A lot of teams have a collection of Nagios plugins and custom monitoring scripts that have been running reliably for years. Some are standard community plugins for checking disk health or SSL certificate expiry. Others are homegrown Bash or Python scripts that check something very specific to the business: whether an API endpoint returns the right payload, whether a batch job completed on time, whether a queue depth is within bounds. These scripts work, they’re battle-tested, and nobody wants to rewrite them.
Netdata can now run them natively. The new Nagios plugins collector executes any Nagios-compatible plugin or custom script on a schedule, tracks the check state (OK, WARNING, CRITICAL, UNKNOWN), measures execution metrics (duration, CPU time, memory usage), and automatically parses and charts any Nagios performance data in the output. If the performance data includes warning and critical thresholds, Netdata creates built-in alerts from them too.
What this means in practice
If you have a script that outputs standard Nagios plugin format, you point Netdata at it, and you get:
Check state tracking on a chart that shows transitions between OK, WARNING, CRITICAL, and UNKNOWN over time. This gives you a visual history of the check’s health that you wouldn’t get from Nagios alone.
Execution metrics showing how long each check takes to run, how much CPU it consumes, and its memory footprint. Useful for spotting checks that are degrading over time or consuming more resources than they should.

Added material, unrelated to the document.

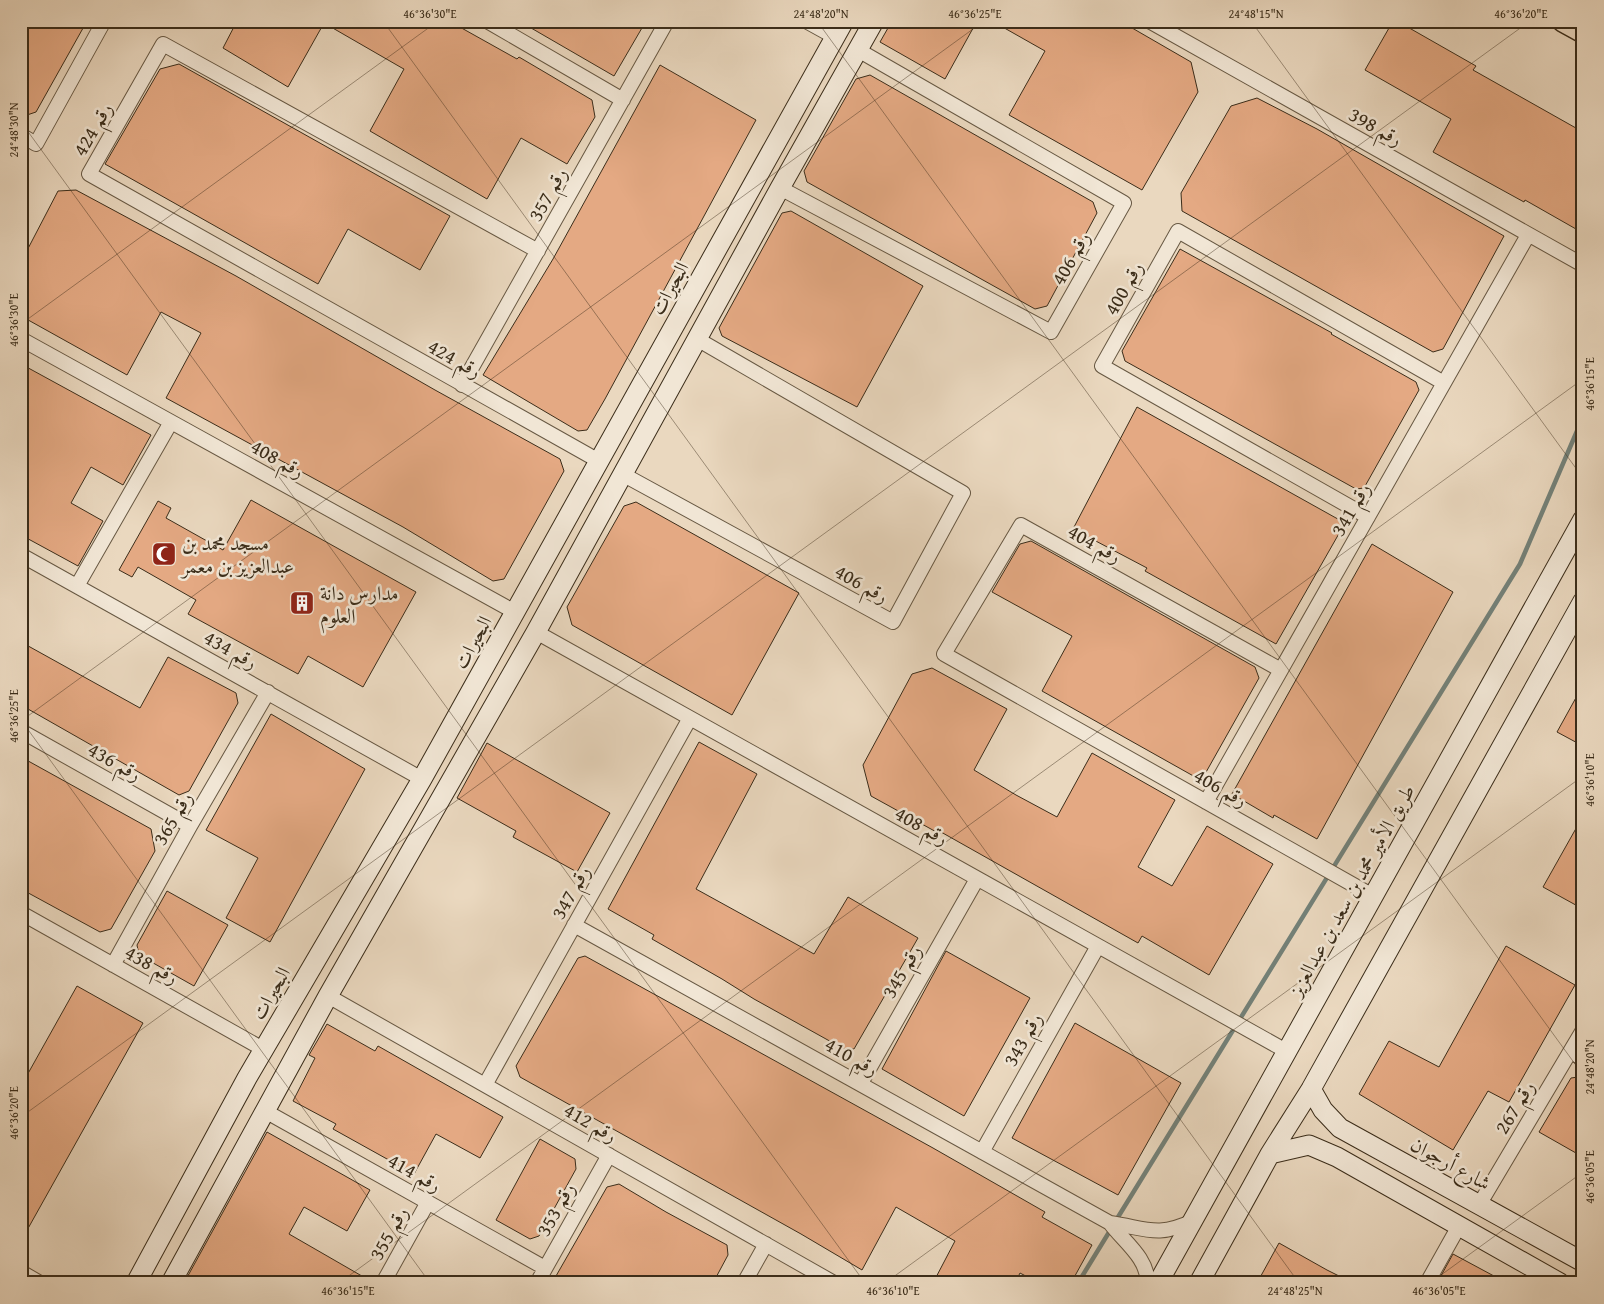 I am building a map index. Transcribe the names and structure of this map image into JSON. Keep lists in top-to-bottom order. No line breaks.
{"streets":{"street":["رقم 398","رقم 424","رقم 357","رقم 406","البحيرات","رقم 400","رقم 408","رقم 341","رقم 404","رقم 434","رقم 436","رقم 365","طريق الأمير محمد بن سعد بن عبدالعزيز","رقم 347","رقم 438","رقم 345","رقم 343","رقم 410","رقم 267","رقم 412","شارع أرجوان","رقم 414","رقم 353","رقم 355"]},"crossings":[["رقم 398","رقم 341"],["رقم 424","رقم 357"],["رقم 424","البحيرات"],["رقم 406","رقم 341"],["رقم 406","رقم 404"],["رقم 406","طريق الأمير محمد بن سعد بن عبدالعزيز"],["البحيرات","رقم 408"],["البحيرات","رقم 434"],["البحيرات","رقم 438"],["رقم 400","رقم 341"],["رقم 408","طريق الأمير محمد بن سعد بن عبدالعزيز"],["رقم 408","رقم 347"],["رقم 408","رقم 345"],["رقم 408","رقم 343"],["رقم 341","رقم 404"],["رقم 434","رقم 365"],["رقم 436","رقم 365"],["رقم 365","رقم 438"],["رقم 347","رقم 410"],["رقم 347","رقم 412"],["رقم 345","رقم 410"],["رقم 343","رقم 410"],["رقم 267","شارع أرجوان"],["رقم 412","رقم 353"],["رقم 414","رقم 353"],["رقم 414","رقم 355"]],"places":{"mosque":["مسجد محمد بن عبدالعزيز بن معمر"],"building":["مدارس دانة العلوم"]},"coordinates":["46°36'30\"E","24°48'20\"N","46°36'25\"E","24°48'15\"N","46°36'20\"E","24°48'30\"N","46°36'15\"E","46°36'10\"E","46°36'05\"E","24°48'25\"N"]}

Automatic performance data charts. This is the part that saves the most work. Any performance data your script emits after the pipe character (|) gets parsed and turned into proper Netdata charts with the correct units. A script that outputs free_pct=85%;20:;10:;0;100 used_kb=2380912KB;;;0;16380000 produces a percentage chart with threshold lines and a bytes chart, automatically.
Threshold-based alerting derived from the warning and critical ranges in the performance data. You don’t need to configure Netdata alerts separately. If your script already defines thresholds in its output, Netdata picks them up.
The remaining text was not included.